MATERIAL SUPPLIED: Begin

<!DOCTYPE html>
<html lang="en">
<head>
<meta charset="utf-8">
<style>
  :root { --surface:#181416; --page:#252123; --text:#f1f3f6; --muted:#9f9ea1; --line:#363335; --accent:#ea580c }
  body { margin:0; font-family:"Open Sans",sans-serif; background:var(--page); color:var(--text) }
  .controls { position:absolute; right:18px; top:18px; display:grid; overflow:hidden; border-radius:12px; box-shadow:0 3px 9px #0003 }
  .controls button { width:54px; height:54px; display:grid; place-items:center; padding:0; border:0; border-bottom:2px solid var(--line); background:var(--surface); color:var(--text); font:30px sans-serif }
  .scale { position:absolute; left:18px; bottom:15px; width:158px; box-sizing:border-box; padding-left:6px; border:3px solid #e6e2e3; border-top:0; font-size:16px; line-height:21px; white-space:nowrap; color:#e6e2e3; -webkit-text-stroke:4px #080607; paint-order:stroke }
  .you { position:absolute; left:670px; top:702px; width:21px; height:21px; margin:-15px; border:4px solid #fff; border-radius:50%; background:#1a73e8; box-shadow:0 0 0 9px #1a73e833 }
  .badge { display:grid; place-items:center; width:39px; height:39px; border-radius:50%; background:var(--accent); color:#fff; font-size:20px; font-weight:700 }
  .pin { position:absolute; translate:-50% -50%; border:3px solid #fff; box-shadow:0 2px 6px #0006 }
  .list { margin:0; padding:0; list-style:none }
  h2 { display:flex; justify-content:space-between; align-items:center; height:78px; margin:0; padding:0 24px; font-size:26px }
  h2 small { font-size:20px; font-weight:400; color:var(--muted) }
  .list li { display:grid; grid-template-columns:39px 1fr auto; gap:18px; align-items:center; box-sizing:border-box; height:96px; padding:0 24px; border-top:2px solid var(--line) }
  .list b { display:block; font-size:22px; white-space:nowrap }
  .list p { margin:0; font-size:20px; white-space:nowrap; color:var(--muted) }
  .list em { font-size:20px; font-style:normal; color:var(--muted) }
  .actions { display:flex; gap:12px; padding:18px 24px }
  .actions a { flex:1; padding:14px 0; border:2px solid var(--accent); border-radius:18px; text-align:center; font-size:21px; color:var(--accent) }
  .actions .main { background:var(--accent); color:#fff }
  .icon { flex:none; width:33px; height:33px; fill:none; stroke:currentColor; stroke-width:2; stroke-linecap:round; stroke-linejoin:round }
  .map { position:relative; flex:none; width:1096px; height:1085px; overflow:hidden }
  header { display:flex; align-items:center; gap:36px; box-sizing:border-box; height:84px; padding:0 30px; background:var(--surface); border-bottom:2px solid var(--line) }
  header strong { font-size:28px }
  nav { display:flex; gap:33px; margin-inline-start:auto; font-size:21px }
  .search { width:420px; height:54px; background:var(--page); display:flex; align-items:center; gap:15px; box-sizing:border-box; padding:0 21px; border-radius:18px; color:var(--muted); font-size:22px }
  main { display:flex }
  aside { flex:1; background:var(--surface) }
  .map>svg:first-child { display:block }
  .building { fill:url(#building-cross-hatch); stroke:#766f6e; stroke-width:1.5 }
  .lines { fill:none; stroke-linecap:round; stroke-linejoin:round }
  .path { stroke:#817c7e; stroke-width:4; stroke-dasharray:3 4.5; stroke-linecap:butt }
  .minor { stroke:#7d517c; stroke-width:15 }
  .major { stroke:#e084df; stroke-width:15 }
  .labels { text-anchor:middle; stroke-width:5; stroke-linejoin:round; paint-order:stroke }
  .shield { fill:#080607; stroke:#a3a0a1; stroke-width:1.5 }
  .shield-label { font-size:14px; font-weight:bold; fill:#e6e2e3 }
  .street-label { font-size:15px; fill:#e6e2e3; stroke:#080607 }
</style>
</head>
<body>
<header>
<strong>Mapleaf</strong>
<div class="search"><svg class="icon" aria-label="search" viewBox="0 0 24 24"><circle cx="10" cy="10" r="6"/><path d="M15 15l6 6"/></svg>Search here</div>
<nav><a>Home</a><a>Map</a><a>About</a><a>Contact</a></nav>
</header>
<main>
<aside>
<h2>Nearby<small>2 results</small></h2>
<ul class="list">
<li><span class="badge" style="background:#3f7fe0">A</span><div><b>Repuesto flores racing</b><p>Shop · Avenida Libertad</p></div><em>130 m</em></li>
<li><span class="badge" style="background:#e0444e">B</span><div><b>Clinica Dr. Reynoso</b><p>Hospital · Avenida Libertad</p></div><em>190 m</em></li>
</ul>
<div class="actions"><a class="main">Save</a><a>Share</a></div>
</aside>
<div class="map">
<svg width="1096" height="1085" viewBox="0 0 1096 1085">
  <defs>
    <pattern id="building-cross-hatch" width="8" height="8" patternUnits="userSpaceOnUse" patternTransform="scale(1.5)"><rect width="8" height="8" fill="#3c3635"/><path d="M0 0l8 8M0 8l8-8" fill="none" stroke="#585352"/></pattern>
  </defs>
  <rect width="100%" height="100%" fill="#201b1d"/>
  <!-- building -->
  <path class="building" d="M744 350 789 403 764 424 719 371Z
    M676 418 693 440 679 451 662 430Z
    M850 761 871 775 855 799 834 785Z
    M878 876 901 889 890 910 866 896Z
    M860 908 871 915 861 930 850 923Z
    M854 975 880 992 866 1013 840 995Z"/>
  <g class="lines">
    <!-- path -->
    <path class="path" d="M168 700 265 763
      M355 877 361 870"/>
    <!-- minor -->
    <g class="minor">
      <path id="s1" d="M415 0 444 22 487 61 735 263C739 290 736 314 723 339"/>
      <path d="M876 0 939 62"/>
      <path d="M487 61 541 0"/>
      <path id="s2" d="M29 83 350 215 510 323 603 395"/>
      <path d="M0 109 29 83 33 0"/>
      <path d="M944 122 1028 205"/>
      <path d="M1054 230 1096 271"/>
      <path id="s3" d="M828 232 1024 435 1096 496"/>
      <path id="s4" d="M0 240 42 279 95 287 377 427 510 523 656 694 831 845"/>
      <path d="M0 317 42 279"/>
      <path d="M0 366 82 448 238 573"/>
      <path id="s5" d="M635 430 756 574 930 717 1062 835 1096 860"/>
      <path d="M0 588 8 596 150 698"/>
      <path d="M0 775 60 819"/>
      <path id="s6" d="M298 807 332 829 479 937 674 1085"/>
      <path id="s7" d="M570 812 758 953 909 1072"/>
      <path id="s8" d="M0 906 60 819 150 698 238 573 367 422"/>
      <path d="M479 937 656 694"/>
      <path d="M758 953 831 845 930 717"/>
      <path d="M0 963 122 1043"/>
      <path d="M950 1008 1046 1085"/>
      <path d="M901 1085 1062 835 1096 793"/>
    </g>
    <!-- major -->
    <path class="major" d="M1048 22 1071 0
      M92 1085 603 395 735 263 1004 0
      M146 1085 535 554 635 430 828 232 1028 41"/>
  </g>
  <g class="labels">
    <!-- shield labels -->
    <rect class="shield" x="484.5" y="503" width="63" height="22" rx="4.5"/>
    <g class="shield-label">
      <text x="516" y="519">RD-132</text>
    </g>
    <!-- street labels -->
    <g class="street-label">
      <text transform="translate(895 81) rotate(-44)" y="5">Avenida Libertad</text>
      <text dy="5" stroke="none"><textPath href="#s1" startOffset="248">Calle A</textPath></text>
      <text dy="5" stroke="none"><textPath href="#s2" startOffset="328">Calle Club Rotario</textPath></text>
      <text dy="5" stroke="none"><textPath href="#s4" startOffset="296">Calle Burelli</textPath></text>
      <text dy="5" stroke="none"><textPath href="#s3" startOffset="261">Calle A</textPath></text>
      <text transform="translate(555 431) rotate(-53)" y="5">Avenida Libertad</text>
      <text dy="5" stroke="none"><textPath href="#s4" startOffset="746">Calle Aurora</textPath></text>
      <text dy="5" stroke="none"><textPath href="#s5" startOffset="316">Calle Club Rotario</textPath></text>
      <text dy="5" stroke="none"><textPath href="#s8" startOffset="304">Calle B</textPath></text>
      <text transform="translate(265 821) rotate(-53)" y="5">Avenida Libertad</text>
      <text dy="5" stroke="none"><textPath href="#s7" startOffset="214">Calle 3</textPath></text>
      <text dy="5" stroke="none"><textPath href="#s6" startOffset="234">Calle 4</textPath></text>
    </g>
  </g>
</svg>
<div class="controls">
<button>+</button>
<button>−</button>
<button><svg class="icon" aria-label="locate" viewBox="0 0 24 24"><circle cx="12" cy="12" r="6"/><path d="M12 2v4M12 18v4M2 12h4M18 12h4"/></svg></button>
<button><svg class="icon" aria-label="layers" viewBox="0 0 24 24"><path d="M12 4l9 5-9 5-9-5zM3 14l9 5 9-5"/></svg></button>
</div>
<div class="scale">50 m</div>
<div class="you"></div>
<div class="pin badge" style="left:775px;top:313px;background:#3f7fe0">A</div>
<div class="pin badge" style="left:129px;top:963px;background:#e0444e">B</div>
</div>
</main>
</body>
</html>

MATERIAL SUPPLIED: End

Where does the string "body" appear in the records above? Return every line that holds it.

  body { margin:0; font-family:"Open Sans",sans-serif; background:var(--page); color:var(--text) }
<body>
</body>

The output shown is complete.